As a culture, we have become increasingly preoccupied with the innocence of childhood and, in particular, its sexual innocence. And so we are often more outraged when children suffer sexual abuse than any other type of pain, neglect, or hardships, despite the fact that, in my clinical practice, I have often seen parental absence, addiction, depression, or illness damage children more than some forms of inappropriate sexual contact. Moreover, frightening stories of abductions by a sex-crazed stranger, although statistically rare, inflame us from the side of a milk carton, while stories about millions of children without health care or housing elicit mild concern.

We shouldn't have to choose between or rank evils. Sexual abuse, emotional neglect, and social hardship are all potentially deadly threats to the psyches of children. Why is it, then, that sexual threats to childhood innocence are more intolerable to us than others?

For example, the judge who heard the case of accused child molester Jerome Wilhoit told his courtroom during Mr. Wilhoit's arraignment that if someone had molested his own daughter, his attitude would be, "you touch her, you die." The fact that Mr. Wilhoit was found both not guilty of all charges and later deemed "factually innocent" doesn't mean that the judge's reaction isn't understandable. Most parents probably feel the same way. It does suggest, however, that when it comes to sex and children we have a tendency to shoot first and ask questions later. The question, again, is: why?  

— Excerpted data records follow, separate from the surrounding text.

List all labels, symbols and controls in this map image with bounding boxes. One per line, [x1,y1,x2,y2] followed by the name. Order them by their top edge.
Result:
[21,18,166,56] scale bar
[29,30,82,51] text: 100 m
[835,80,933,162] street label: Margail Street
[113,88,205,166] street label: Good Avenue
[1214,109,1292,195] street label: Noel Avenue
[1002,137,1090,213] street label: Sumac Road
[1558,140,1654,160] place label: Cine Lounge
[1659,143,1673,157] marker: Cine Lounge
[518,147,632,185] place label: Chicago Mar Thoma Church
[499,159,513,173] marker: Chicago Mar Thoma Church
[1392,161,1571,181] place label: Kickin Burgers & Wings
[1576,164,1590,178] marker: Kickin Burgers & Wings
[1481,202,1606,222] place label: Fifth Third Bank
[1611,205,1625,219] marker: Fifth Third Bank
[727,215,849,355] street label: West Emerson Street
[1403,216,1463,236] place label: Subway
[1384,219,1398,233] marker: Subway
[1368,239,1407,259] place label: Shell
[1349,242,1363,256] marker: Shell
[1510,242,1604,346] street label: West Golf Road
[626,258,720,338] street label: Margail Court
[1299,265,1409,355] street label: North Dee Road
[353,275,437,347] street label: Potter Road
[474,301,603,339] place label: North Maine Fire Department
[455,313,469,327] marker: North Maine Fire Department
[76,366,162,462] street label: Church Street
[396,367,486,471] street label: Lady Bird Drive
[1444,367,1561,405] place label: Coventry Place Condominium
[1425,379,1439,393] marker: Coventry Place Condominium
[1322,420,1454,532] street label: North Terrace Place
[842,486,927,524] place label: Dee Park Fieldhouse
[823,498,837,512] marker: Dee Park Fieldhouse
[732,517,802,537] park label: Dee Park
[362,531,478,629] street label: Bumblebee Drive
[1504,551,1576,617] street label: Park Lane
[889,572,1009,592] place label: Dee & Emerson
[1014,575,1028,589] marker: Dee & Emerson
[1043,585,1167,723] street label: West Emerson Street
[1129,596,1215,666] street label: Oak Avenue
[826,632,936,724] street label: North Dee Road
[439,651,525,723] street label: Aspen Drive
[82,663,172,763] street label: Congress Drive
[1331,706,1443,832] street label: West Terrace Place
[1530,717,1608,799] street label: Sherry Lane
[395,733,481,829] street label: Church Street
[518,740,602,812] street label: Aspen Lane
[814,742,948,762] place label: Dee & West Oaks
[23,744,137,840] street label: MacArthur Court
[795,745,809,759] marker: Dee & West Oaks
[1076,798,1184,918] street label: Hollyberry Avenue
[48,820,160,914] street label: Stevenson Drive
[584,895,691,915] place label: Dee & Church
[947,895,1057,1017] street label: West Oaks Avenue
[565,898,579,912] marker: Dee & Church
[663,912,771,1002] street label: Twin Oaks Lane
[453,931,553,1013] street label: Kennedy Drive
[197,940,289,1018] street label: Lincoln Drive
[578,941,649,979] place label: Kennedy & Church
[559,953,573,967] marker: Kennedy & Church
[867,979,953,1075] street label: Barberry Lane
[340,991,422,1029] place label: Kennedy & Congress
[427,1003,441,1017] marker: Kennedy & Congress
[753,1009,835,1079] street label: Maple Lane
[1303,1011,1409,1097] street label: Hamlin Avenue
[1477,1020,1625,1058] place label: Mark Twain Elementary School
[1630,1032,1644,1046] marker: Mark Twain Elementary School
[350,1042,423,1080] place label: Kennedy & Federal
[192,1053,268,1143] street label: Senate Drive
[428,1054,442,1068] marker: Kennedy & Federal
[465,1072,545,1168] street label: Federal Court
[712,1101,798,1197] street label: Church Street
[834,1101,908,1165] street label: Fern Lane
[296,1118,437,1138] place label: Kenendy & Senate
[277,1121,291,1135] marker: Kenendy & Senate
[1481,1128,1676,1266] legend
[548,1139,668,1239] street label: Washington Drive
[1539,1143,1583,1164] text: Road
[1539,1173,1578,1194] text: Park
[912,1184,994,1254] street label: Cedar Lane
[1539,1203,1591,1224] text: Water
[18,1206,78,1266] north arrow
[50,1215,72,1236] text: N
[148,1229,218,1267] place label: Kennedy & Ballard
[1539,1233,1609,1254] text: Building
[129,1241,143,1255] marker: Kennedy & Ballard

Historians would certainly note that the image of children as innocent is only a recent phenomenon. In the past, children were routinely used, abused, and seen as containers for anti-social impulses that had to be curbed or even stamped out. My experience as a therapist, however, leads me to believe that our passionate defense of childhood innocence expresses not only our altruism but our vicarious wish to feel innocent and protected ourselves -- a wish that our psyches and our culture make difficult.  

My clinical work shows me every day that most of us have a difficult time feeling innocent. We grow up secretly feeling responsible and guilty for the emotional ills that befall us. We unconsciously take the blame for our parents' unhappiness, their narcissistic self-preoccupation, their temper tantrums, or even their direct abuse. It's said that we'd all rather be "sinners in heaven than saints in hell," underlining the fact that human beings have a hard time accepting the psychic reality of their own victimization.  

On a broader level, most people in our society buy into its basic meritocratic illusion, namely, that our social lot reflects our intrinsic worth as human beings. We privately feel like social failures if we can't achieve the "good life" of material wealth that our culture holds out as an ideal.